Ernesto Lia (*)
A sensação de transmitir impressões registradas e marcantes é tarefa difícil. Principalmente quando se teme não perceber a autenticidade da lembrança. Não obstante, se torna agradável falar de um passado de tanta saudade. É sumamente honroso salientar a grandeza dos fatos, que na sua existência, justifica todos os reconhecimentos que sempre lembrarei.
Para marcar meu afeto, quero fixar com precisão afirmações e atitudes corroborativas de dois seres humanos especialíssimos.
A primeira lembrança de minha vida na Rua Voluntários da Pátria gravara-se em minha caixa de memórias, ainda na infância, quando por um lance de sorte, traçado pelo destino insondável, conheci a Dita que conosco veio trabalhar e ficar para sempre.
Lembro do amor e respeito que tínhamos por ela, encabeçados pelos nossos pais. Sua tez negra, seu rosto de bondade, ela conquistara-me de imediato, uma criança embevecida com a visão de incrível criatura.

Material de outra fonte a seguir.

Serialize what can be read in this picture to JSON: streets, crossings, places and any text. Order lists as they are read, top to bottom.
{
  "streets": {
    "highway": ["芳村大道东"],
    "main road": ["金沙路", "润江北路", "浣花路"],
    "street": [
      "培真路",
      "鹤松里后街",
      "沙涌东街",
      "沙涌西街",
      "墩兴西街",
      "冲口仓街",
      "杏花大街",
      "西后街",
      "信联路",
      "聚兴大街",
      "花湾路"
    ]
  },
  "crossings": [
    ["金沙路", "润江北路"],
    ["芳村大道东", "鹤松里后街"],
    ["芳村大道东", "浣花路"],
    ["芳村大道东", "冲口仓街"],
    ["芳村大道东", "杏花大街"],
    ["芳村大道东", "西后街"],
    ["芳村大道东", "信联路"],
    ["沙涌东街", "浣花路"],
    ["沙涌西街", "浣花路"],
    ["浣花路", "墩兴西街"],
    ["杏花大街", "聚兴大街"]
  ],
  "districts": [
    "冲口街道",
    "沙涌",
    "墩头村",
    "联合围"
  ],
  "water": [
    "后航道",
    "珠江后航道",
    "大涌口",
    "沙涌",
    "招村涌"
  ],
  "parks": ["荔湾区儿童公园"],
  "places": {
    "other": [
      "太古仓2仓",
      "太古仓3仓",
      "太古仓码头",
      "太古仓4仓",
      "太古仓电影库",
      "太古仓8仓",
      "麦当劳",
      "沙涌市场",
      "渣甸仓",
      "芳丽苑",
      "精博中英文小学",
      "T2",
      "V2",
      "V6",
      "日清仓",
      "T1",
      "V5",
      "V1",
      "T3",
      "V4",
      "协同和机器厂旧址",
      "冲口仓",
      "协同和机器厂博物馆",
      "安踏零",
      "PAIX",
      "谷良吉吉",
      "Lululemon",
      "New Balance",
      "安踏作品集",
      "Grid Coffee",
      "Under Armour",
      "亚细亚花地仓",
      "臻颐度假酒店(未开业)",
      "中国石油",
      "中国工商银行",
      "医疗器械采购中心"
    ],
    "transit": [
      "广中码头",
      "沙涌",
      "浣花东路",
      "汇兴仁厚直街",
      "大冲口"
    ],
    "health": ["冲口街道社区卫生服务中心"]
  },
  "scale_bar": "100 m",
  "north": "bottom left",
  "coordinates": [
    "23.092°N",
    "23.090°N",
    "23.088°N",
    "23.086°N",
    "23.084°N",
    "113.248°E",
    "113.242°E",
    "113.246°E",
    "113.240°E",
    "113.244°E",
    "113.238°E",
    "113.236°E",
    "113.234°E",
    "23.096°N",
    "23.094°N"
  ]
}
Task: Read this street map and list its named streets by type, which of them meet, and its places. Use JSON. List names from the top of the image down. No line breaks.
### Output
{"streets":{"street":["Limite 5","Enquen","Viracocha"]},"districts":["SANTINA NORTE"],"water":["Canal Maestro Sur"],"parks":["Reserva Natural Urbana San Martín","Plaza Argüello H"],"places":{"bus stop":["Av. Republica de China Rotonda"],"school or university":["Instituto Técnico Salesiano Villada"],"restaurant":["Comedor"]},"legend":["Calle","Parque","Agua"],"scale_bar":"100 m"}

Vivemos com a saudosa Dita, uma vida inteira. Marcara-me de modo cristalino e afetivo desenhando-se, com nitidez preciosa, em minhas recordações. Aprendíamos a gostar e respeitar, ao ver nossos pais e irmãos tratarem com carinho os menos favorecidos pela sorte, que caminhavam pela Voluntários da Pátria batendo em nossas portas. A vida continuava e nesta linda rua, quantas dezenas, centenas de pobres eram cuidados pela nossa família. Tempos maravilhosos aqueles!
Embora encarássemos a vida e as atitudes muito seriamente, dispunhamos na verdade de tempo suficiente para selar com simpatia, boa vontade, respeito, as pessoas que circulavam pela Voluntários da Pátria solicitando ajuda. Nossos pais, toda a família era atenção e bonomia para os mais humildes. Solidários e sempre dispostos a pronunciar palavras de estímulo e apoio aos que caminhavam pela Rua 5.
Naquela época, os costumes familiares foram marcantes e assim fomos aprendendo a respeitar as pessoas na benfazeja naturalidade.
Agradeço à vida, pela família que tivemos e que ensinou-nos todos os dias dizendo: “respeite sempre o próximo”.
Agradeço mais uma vez as benesses divinas por colocar no meu caminho pessoas de bem e da qualidade da Dita. Até hoje a retemos na lembrança tão doce, seu semblante sério, bondoso e auto-confiante, do seu bom-senso sempre presente.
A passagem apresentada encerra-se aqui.